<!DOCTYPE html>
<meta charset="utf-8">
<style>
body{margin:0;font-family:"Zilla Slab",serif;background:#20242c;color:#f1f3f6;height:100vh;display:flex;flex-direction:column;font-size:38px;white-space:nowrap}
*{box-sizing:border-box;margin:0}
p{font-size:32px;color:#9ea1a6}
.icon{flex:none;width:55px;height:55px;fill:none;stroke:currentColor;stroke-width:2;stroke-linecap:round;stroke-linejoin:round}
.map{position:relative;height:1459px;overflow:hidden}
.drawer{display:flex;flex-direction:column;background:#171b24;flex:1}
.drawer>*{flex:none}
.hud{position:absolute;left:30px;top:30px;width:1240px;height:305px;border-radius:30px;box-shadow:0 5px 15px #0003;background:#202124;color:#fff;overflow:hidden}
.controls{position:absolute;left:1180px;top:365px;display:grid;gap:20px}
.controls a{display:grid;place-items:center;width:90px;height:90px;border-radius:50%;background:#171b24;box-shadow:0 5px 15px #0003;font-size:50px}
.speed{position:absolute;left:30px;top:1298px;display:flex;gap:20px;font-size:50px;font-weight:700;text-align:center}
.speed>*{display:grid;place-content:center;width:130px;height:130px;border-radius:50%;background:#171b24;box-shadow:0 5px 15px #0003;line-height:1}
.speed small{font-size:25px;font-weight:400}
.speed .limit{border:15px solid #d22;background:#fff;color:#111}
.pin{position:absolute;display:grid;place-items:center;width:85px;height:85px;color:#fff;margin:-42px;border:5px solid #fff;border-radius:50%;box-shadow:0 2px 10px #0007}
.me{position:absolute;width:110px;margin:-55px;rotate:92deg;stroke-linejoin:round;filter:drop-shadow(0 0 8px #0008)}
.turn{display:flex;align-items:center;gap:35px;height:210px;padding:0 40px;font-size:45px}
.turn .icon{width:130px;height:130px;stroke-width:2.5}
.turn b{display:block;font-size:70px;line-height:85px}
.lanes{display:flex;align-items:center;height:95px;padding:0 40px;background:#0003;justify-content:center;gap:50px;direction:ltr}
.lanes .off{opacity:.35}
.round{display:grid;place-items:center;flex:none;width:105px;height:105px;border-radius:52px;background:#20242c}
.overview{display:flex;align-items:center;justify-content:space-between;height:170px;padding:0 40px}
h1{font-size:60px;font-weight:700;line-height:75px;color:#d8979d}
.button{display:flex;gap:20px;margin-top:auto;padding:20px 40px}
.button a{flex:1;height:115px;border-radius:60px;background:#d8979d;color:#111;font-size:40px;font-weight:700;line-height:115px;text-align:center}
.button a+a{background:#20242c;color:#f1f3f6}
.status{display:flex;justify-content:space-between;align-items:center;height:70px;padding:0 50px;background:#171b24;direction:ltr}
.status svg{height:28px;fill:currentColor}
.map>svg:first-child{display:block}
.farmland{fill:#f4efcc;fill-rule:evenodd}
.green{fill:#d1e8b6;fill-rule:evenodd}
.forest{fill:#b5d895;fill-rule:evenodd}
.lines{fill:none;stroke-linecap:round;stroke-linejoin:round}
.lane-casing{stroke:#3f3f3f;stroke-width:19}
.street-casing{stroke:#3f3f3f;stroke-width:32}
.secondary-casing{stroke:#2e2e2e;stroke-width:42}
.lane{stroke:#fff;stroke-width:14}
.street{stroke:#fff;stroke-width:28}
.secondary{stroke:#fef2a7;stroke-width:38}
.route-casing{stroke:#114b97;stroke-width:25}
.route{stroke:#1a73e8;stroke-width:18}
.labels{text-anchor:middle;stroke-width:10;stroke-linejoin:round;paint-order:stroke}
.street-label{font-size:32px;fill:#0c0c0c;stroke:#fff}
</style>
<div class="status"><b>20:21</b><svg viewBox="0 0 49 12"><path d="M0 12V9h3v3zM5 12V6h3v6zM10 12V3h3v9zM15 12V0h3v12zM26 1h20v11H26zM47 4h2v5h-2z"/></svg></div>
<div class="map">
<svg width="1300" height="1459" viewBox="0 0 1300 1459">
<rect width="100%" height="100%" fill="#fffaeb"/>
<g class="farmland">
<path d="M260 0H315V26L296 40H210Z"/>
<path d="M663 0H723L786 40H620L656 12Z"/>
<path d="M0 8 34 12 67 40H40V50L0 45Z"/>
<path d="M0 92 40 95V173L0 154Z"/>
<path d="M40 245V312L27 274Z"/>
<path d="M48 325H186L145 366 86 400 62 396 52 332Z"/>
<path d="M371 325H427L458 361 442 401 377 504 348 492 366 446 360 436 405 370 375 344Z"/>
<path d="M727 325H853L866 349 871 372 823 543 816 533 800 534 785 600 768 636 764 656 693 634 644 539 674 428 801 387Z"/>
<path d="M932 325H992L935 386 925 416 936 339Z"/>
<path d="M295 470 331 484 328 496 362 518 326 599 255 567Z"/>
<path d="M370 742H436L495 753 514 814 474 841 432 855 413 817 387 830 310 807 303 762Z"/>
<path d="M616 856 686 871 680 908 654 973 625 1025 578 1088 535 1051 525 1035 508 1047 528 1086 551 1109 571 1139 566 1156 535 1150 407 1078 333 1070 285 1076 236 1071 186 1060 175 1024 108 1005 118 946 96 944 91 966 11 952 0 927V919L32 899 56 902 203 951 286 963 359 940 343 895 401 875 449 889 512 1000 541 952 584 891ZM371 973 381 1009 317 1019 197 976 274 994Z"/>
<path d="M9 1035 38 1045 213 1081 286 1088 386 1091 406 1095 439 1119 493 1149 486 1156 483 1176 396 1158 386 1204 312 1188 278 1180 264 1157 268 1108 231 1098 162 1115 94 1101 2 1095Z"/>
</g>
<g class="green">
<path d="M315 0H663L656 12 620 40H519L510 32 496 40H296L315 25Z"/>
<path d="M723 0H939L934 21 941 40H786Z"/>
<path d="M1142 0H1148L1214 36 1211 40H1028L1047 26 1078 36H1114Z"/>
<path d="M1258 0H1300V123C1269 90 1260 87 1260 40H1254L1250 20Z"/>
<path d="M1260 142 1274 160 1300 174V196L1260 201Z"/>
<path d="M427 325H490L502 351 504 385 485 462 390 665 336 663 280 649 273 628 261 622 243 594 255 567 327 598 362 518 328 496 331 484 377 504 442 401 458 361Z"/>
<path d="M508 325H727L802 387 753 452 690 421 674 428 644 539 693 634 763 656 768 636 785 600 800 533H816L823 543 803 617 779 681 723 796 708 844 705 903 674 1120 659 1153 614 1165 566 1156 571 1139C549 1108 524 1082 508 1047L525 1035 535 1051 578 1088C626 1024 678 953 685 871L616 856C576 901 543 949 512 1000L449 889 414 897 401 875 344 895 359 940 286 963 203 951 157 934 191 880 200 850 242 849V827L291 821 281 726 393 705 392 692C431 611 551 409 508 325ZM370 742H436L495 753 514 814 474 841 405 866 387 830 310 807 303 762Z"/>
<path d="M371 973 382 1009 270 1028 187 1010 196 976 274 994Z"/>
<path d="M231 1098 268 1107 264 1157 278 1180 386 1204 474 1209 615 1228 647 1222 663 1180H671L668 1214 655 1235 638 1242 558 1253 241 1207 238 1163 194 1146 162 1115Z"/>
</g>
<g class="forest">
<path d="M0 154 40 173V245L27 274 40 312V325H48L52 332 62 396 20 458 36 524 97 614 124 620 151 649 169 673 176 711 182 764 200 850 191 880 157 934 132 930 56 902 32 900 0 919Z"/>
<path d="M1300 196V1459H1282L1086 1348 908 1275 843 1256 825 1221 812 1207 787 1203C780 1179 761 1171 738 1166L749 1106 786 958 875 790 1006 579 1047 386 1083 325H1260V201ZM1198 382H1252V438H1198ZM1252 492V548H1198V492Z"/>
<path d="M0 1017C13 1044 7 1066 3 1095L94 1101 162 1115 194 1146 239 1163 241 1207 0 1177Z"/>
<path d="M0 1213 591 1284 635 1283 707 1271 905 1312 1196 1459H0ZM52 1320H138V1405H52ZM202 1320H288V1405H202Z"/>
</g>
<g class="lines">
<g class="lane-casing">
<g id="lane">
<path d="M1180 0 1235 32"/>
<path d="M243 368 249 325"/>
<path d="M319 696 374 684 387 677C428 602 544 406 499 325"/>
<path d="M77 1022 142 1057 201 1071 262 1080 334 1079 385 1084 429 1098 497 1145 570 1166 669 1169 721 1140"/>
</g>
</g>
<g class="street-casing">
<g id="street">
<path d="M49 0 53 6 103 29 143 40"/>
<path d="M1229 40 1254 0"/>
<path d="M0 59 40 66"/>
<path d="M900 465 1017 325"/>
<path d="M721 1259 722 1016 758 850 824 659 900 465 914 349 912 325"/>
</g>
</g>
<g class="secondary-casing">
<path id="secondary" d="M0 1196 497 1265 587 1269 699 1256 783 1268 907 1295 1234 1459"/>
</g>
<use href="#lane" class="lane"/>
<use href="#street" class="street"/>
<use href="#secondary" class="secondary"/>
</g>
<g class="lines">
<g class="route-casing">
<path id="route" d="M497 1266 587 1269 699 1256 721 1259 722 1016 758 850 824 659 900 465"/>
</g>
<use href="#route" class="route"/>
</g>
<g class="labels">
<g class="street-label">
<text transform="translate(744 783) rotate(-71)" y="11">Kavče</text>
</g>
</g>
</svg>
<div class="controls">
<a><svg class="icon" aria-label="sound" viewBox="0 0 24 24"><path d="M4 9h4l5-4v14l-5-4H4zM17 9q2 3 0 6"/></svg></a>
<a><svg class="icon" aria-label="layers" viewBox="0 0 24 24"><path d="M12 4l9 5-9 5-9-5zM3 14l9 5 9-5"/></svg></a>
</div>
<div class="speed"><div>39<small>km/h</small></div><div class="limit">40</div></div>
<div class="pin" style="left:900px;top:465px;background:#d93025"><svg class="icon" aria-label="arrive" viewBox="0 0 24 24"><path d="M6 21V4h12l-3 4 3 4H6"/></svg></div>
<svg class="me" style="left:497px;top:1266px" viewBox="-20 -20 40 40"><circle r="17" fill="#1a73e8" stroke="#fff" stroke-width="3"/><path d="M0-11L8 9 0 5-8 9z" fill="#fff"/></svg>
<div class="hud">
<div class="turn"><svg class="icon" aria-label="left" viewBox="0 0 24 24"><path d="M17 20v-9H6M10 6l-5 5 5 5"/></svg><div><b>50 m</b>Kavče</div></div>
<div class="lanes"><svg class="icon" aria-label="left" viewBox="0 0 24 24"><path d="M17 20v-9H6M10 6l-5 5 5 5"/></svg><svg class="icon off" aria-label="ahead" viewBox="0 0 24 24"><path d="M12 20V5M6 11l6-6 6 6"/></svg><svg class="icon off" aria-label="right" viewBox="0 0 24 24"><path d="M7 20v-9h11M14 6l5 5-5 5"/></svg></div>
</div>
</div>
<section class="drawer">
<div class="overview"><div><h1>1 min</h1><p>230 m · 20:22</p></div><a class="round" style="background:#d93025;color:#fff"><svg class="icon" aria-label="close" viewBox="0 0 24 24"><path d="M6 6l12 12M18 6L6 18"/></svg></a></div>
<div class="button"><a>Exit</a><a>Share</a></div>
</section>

************

Description of the task —
Report the number of lines in the records above that include "small", leaving out any other words.

Completed task —
2